Trauma bisa timbul karena lingkungan atau dirinya sendiri. Trauma muncul dari peristiwa yang mencemaskan dan menakutkan.
Trauma
tercipta akibat adanya keterkaitan antara ingatan sosial dengan ingatan
pribadi tentang peristiwa yang mengguncang eksistensi kejiwaan. Trauma
bisa menimbulkan gangguan terus-menerus pada distribusi energi pikiran.
Situasi itu sedang dialami Andik. Dia trauma sampai takut untuk
kembali merumput di atas tanah sendiri, di Liga 1. Sebuah liga yang
sebelumnya diagungkan dengan label Indonesian Super League (ISL).
Agung
karena ISL sempat diyakini tak bisa diubah. Namanya sudah dipatri di
Statuta PSSI sejak 2008 sebagai liga kasta teratas Indonesia.

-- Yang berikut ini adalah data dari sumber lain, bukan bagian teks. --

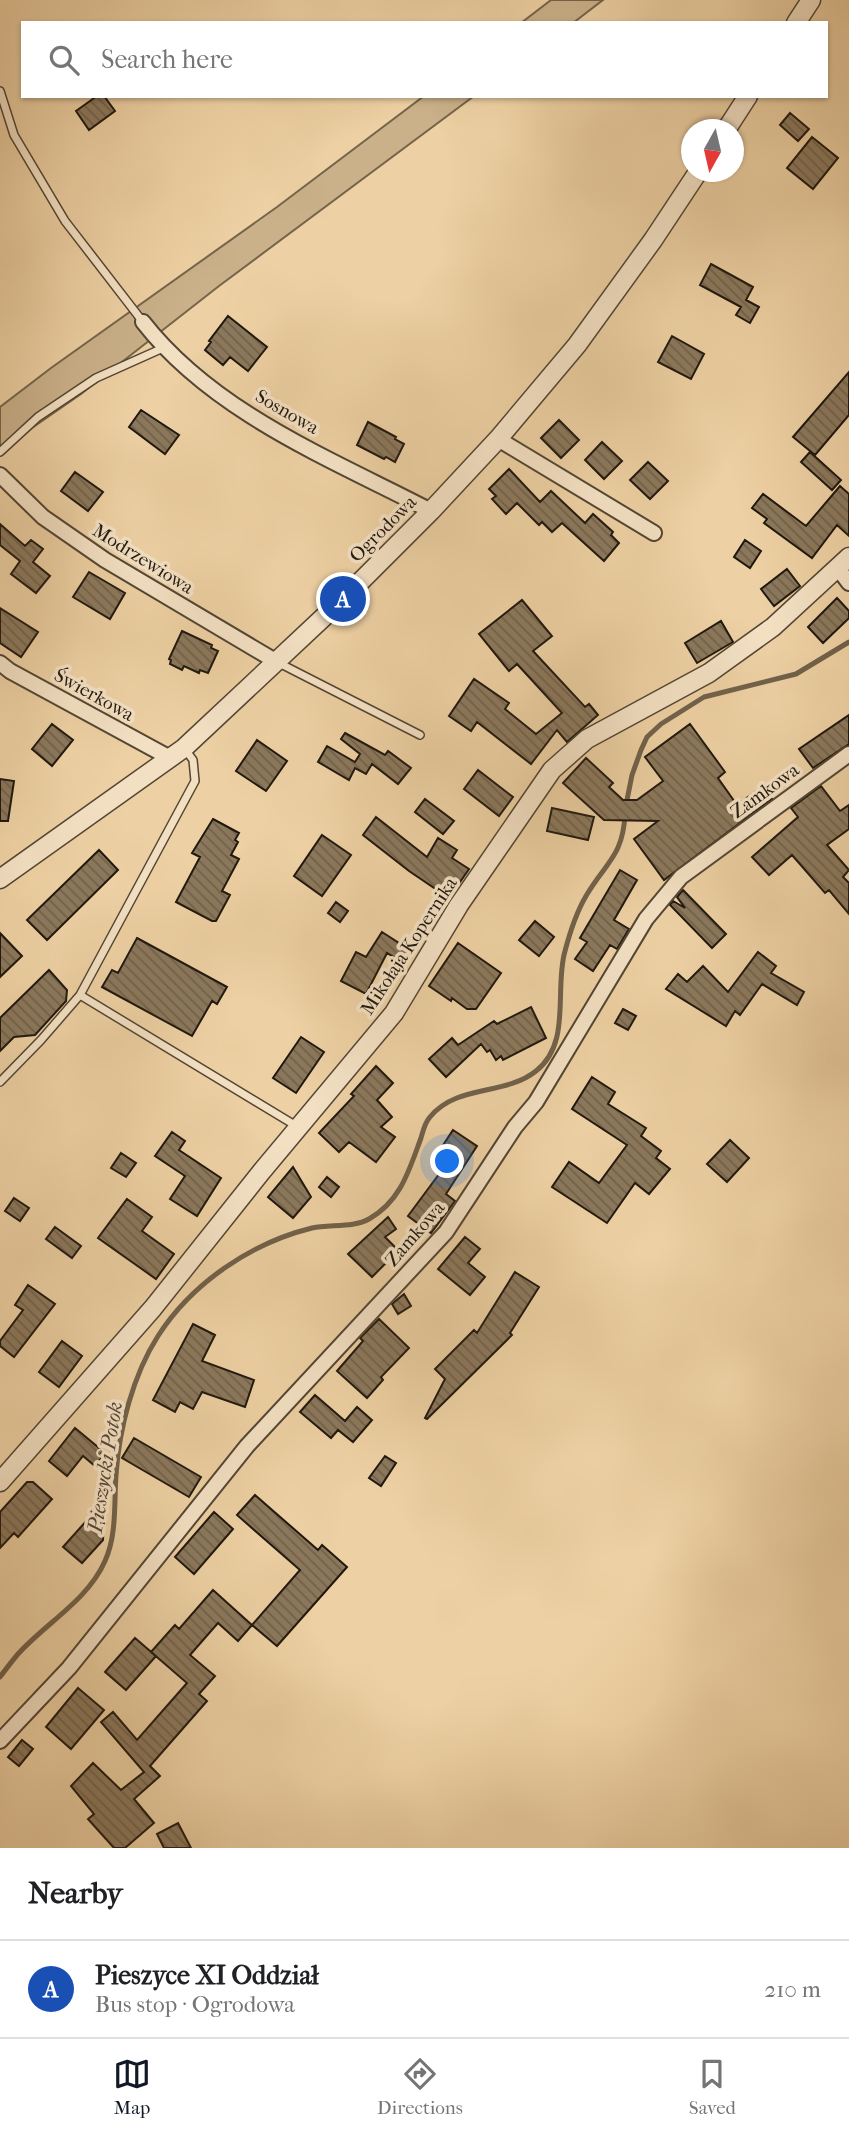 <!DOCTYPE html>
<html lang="en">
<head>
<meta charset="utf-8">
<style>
  body { margin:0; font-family:"IM FELL French Canon",serif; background:#f2f2f2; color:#202124 }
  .compass { position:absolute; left:681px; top:119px; width:63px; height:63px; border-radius:50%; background:#fff; box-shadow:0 2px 5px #0004; rotate:188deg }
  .you { position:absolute; left:448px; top:1162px; width:24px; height:24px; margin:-18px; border:5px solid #fff; border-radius:50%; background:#1a73e8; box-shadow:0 0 0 10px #1a73e833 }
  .badge { display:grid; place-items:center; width:46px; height:46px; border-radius:50%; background:#111827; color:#fff; font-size:23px; font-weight:700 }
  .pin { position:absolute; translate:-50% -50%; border:4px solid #fff; box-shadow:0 2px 7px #0006 }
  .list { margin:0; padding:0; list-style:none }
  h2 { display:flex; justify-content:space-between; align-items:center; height:91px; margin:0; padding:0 28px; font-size:30px }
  h2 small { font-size:23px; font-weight:400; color:#757577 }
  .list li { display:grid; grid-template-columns:46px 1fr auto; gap:21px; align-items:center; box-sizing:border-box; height:98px; padding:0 28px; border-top:2px solid #e0e0e0 }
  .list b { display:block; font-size:26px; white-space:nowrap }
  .list p { margin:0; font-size:23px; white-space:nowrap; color:#757577 }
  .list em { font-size:23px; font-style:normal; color:#757577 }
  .icon { flex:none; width:38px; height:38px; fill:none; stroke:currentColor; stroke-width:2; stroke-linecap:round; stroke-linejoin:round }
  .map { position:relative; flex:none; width:849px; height:1848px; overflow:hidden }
  .search { position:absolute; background:#fff; box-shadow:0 2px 5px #0004; left:21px; right:21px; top:21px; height:77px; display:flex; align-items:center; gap:18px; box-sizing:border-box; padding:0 24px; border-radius:0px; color:#757577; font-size:26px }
  .sheet { height:189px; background:#fff }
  nav { display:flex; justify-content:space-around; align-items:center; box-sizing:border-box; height:98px; border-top:2px solid #e0e0e0; background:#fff; font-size:19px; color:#757577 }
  nav a { display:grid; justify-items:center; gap:4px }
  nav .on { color:#111827 }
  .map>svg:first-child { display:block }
  .green { fill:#cab18a; stroke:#75644c; stroke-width:2 }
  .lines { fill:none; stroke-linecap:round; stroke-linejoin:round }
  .stream { stroke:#71614a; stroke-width:5 }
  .building { fill:url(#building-back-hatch); stroke:#20180f; stroke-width:2 }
  .service-casing { stroke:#534634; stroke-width:10 }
  .minor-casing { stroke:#534634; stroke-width:18 }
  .tertiary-casing { stroke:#534634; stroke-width:21 }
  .service { stroke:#f3e0c3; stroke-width:7 }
  .minor { stroke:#f3e0c3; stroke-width:14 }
  .tertiary { stroke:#f3e0c3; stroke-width:18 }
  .labels { text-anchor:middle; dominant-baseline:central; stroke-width:7; stroke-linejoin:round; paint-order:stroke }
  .street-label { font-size:19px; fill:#20180f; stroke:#f3e0c3 }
  .water-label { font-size:21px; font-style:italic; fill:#564836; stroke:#f3e0c3 }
</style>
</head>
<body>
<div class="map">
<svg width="849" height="1848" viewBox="0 0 849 1848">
  <defs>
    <pattern id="building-back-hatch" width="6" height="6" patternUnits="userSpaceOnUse" patternTransform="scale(1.75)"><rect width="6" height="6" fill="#8b785c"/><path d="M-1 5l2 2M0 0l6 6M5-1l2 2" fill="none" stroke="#71614a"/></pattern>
  </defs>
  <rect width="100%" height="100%" fill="#edd0a3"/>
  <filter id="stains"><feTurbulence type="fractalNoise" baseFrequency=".00286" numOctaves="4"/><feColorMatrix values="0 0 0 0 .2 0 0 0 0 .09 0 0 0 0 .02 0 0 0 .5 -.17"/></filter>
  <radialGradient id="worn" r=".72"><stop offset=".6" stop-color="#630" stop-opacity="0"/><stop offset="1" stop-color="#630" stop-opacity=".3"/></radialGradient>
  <path class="green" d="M551,0H603L573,23H521Z
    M424,96H474L219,286L81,394L0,450V407L51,368L277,207Z"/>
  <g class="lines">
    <path class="stream" d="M626,805L632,775L641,750L647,737L661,724L704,697L796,674L849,642
      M0,1677C6,1669 12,1661 18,1654C46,1623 88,1600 105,1561C117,1535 114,1502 116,1475C119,1429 133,1375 158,1336C192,1283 251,1243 312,1228C329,1224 354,1228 369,1219C401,1201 409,1170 421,1138C423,1131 425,1122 430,1117C457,1084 505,1096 536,1071C572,1043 554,989 565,951C570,932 576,913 586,896C605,863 623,857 625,814"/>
  </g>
  <path class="building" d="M97,96H104L115,111L89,130L76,111Z
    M790,113L809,129L798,141L780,125Z
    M812,137L838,158L813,189L787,168Z
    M711,264L753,287L746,300L759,307L750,323L736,315L741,307L700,285Z
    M228,316L267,347L248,371L230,357L223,365L205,350L211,342L209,341Z
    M672,336L704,354L691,379L658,362Z
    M849,372V415L815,455L793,437Z
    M141,410L179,435L165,454L129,427Z
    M559,420L579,440L561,458L541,438Z
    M368,422L396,437L395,439L404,444L395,462L386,457L384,459L357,445Z
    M602,442L622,461L604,479L585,460Z
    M810,452L841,480L832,490L801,462Z
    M648,462L668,481L650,499L630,480Z
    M509,469L540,502L551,491L585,523L593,514L613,532L611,535L619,543L604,561L562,523L552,532L542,522L539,525L517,503L506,514L492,499L496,496L489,489Z
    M75,472L103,492L88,511L61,491Z
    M840,486L849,494V536L837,525L812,558L764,523L767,519L752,508L763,494L806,526Z
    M0,524L25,546L31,540L43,549L33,562L50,576L36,593L11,574L20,561L0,545Z
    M745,540L761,551L750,568L734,557Z
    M787,569L800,586L774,606L761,589Z
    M89,572L125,593L110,619L73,597Z
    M837,598L849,611V618L823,643L808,627Z
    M522,600L552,636L533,651L585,707L589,704L598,715L567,742L557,730L531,764L477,722L471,731L449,716L474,679L509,703L505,709L536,734L562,713L517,664L509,671L479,634Z
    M0,608L38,632L21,657L0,643Z
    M721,621L733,642L697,663L685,643Z
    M182,631L212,645L211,648L218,651L208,673L200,670L199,673L184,666L182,670L170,664L171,660L169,659Z
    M849,715V744L813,768L799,749Z
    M52,724L73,740L52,766L32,749Z
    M690,724L725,772L718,778L737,805L763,786L772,799L664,880L634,839L658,821L604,820L563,783L586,758L613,783L609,787L623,800H637L663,781L645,757Z
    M345,733L385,755L388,751L411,768L398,784L372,764L366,774L355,768L349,780L318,762L327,746L355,762L360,754L341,739Z
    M257,740L287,761L266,791L236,771Z
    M478,770L513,797L499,816L464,789Z
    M0,779L14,781L8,821H0Z
    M821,786L840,811L849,805V829L827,845L849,870L843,877L849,883V914L829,890L825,893L792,855L769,875L752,857L798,817L791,808Z
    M425,799L454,821L443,834L415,812Z
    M552,808L594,817L588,840L547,831Z
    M376,817L427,857L438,838L457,850L452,858L469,869L449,898L409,871L363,835Z
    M213,819L239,833L235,840L238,842L231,855L239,859L222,891L230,895L216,921H212L176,902L200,857L192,853Z
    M322,835L351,855L322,896L294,876Z
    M99,850L118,870L47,940L27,920Z
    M620,870L637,880L614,920L629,929L617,949L610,945L593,971L575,959L587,942L580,938Z
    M683,890L726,934L712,948L670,905L673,901L685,908L677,897Z
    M336,902L348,911L340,922L328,913Z
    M535,921L554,937L539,956L519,940Z
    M382,932L413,952L405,964L387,953L366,994L341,981L356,952L366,957Z
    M0,933L22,956L0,977Z
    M137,938L227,987L217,1004L212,1001L192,1036L102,987L112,970L118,973Z
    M458,943L501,973L476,1009H467L452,998L451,1001L429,986Z
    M758,952L776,966L771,973L804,992L797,1005L762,984L740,1015L735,1011L726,1026L666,989L678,974L687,982L703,966L728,992Z
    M49,970L67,990L66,1001L35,1035L14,1037L0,1051V1018Z
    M531,1007L546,1038L503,1060L501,1056L496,1060L490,1050L487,1052L481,1044L446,1077L429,1059L452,1038L458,1045L494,1021L497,1024Z
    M623,1009L636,1016L628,1030L615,1023Z
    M301,1037L324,1052L296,1093L273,1078Z
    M376,1066L393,1083L377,1100L392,1117L381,1127L395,1137L376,1162L349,1142L339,1152L319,1133L354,1096L351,1094Z
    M592,1077L615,1092L608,1104L646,1128L641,1136L661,1151L656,1158L670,1169L649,1194L635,1183L607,1223L552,1187L569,1162L599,1183L627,1145L572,1109Z
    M453,1130L477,1146L446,1194L455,1201L431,1233L408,1216L445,1166L434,1159Z
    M172,1132L185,1141L179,1150L221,1178L197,1216L170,1199L185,1176L155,1156Z
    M730,1140L749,1158L727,1182L707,1164Z
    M121,1153L136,1163L126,1177L111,1168Z
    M293,1167L311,1197L293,1218L268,1197Z
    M327,1177L339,1187L331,1197L319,1187Z
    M14,1198L29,1208L20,1221L5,1211Z
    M127,1199L152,1217L142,1231L174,1254L156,1279L98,1238Z
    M388,1217L396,1229L385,1237L396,1248L389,1255L392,1257L372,1277L348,1254Z
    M55,1227L81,1246L72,1258L46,1239Z
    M465,1237L480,1249L468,1263L485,1277L470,1295L438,1269Z
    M515,1272L539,1287L510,1333L512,1335L427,1419L425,1418L445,1379L435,1369L474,1330L477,1333Z
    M28,1285L55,1304L14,1357L0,1346V1341L23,1310L15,1305Z
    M404,1294L411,1306L398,1314L392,1304Z
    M379,1319L409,1348L381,1377L383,1380L367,1398L337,1371L363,1341L360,1338Z
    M193,1324L215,1335L202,1361L254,1380L245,1407L202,1392L193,1409L180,1402L175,1412L153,1400Z
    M62,1341L82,1356L59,1387L39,1372Z
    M315,1395L345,1421L357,1407L372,1420L353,1442L338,1430L331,1438L300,1412Z
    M75,1428L105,1453L95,1466L83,1456L67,1476L49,1461Z
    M134,1438L201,1477L189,1497L122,1458Z
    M385,1456L396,1463L381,1486L369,1478Z
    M27,1482H33L52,1499L18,1537L14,1533L0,1548V1512Z
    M255,1495L318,1550L322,1545L347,1567L277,1646L252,1625L300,1570L237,1515Z
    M105,1500L103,1540L82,1563L63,1547Z
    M214,1512L233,1529L194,1574L175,1557Z
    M213,1590L252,1625L238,1641L218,1623L190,1655L215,1676L199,1694L207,1701L150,1766L160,1776L134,1799L154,1823L125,1848H114L88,1819L94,1814L71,1786L93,1763L121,1790L144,1772L101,1722L113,1712L137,1740L187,1683L151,1652L175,1625L179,1629Z
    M135,1638L156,1656L126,1690L105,1672Z
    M78,1688L104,1710L71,1749L46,1727Z
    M22,1740L33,1749L19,1766L8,1757Z
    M178,1823L191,1848H164L157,1834Z"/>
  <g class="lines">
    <g class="service-casing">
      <path id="service" d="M0,91L14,135L65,221L143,322
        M0,452L38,417L96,378L163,348
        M277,662L420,735
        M80,995L298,1127
        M0,1082L41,1040L80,995L195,781L193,760L184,748"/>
    </g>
    <g class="minor-casing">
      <path id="minor" d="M143,322C214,413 331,459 431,511
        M498,439L654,533
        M0,475L43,517L105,560L277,662
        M837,567L849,583
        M0,663L10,671L170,758
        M0,1741L69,1668L247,1446L446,1232L515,1127L536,1102L646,919L681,877L849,754"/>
    </g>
    <g class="tertiary-casing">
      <path id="tertiary" d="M796,23L811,0
        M726,130L748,96
        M0,879L184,748L343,599L431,511L498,439L577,345L653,240L698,172
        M0,1482L153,1308L262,1171L394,1013L459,905L552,770L587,739L709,673L773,627L849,557"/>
    </g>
    <use href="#service" class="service"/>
    <use href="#minor" class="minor"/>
    <use href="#tertiary" class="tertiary"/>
  </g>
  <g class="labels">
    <g class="street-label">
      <text transform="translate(287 412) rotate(30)">Sosnowa</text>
      <text transform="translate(383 529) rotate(-45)">Ogrodowa</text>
      <text transform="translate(143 559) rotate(32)">Modrzewiowa</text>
      <text transform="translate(94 695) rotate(29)">Świerkowa</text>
      <text transform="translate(765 791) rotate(-36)">Zamkowa</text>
      <text transform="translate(409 946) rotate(-57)">Mikołaja Kopernika</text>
      <text transform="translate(415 1234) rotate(-49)">Zamkowa</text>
    </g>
    <g class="water-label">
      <text transform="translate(105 1467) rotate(-81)">Pieszycki Potok</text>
    </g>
  </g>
  <rect width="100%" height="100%" filter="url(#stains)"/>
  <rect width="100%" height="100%" fill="url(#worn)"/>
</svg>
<svg class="compass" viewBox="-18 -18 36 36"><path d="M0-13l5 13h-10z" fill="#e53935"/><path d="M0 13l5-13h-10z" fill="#757577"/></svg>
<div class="you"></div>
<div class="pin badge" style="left:343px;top:599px;background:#1a4fb4">A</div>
<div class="search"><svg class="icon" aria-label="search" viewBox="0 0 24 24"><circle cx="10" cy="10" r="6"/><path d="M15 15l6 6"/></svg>Search here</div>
</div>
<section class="sheet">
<h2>Nearby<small></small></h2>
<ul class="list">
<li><span class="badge" style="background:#1a4fb4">A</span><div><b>Pieszyce XI Oddział</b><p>Bus stop · Ogrodowa</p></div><em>210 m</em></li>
</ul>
</section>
<nav>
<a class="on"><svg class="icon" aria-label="map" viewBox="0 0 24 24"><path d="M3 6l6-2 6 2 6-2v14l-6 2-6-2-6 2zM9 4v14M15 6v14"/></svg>Map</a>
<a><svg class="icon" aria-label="directions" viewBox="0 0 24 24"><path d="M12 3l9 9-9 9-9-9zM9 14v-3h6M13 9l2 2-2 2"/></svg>Directions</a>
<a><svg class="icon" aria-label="saved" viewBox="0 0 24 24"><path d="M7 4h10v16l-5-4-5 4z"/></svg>Saved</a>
</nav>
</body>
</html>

Kompetisi
paling bergengsi di Indonesia itu diikuti 18 tim kontestan yang berada
dari barat sampai ke timur.
Tapi rupanya, perubahan label itu
sesulit seperti yang terlanjur dikultuskan. Nama kompetisi itu bahkan
bisa diganti dengan begitu gampang.
Prosesi perubahan nama itu
dibuat sendiri oleh orang-orang yang bilang pergantian nama kompetisi
itu sulit. Mereka yang bilang pergantian nama itu sulit, ya mereka yang
pengurus PSSI, sebagian masih menjadi pengurus saat ini, juga pemilik
suara.
Perubahan nama itu dibuat saat mereka berkumpupl dalam
Kongres PSSI di Hotel Aryaduta, Bandung, 8 Januari 2017. Dari
kumpul-kumpul itu muncullah wacana penggantian nama kompetisi.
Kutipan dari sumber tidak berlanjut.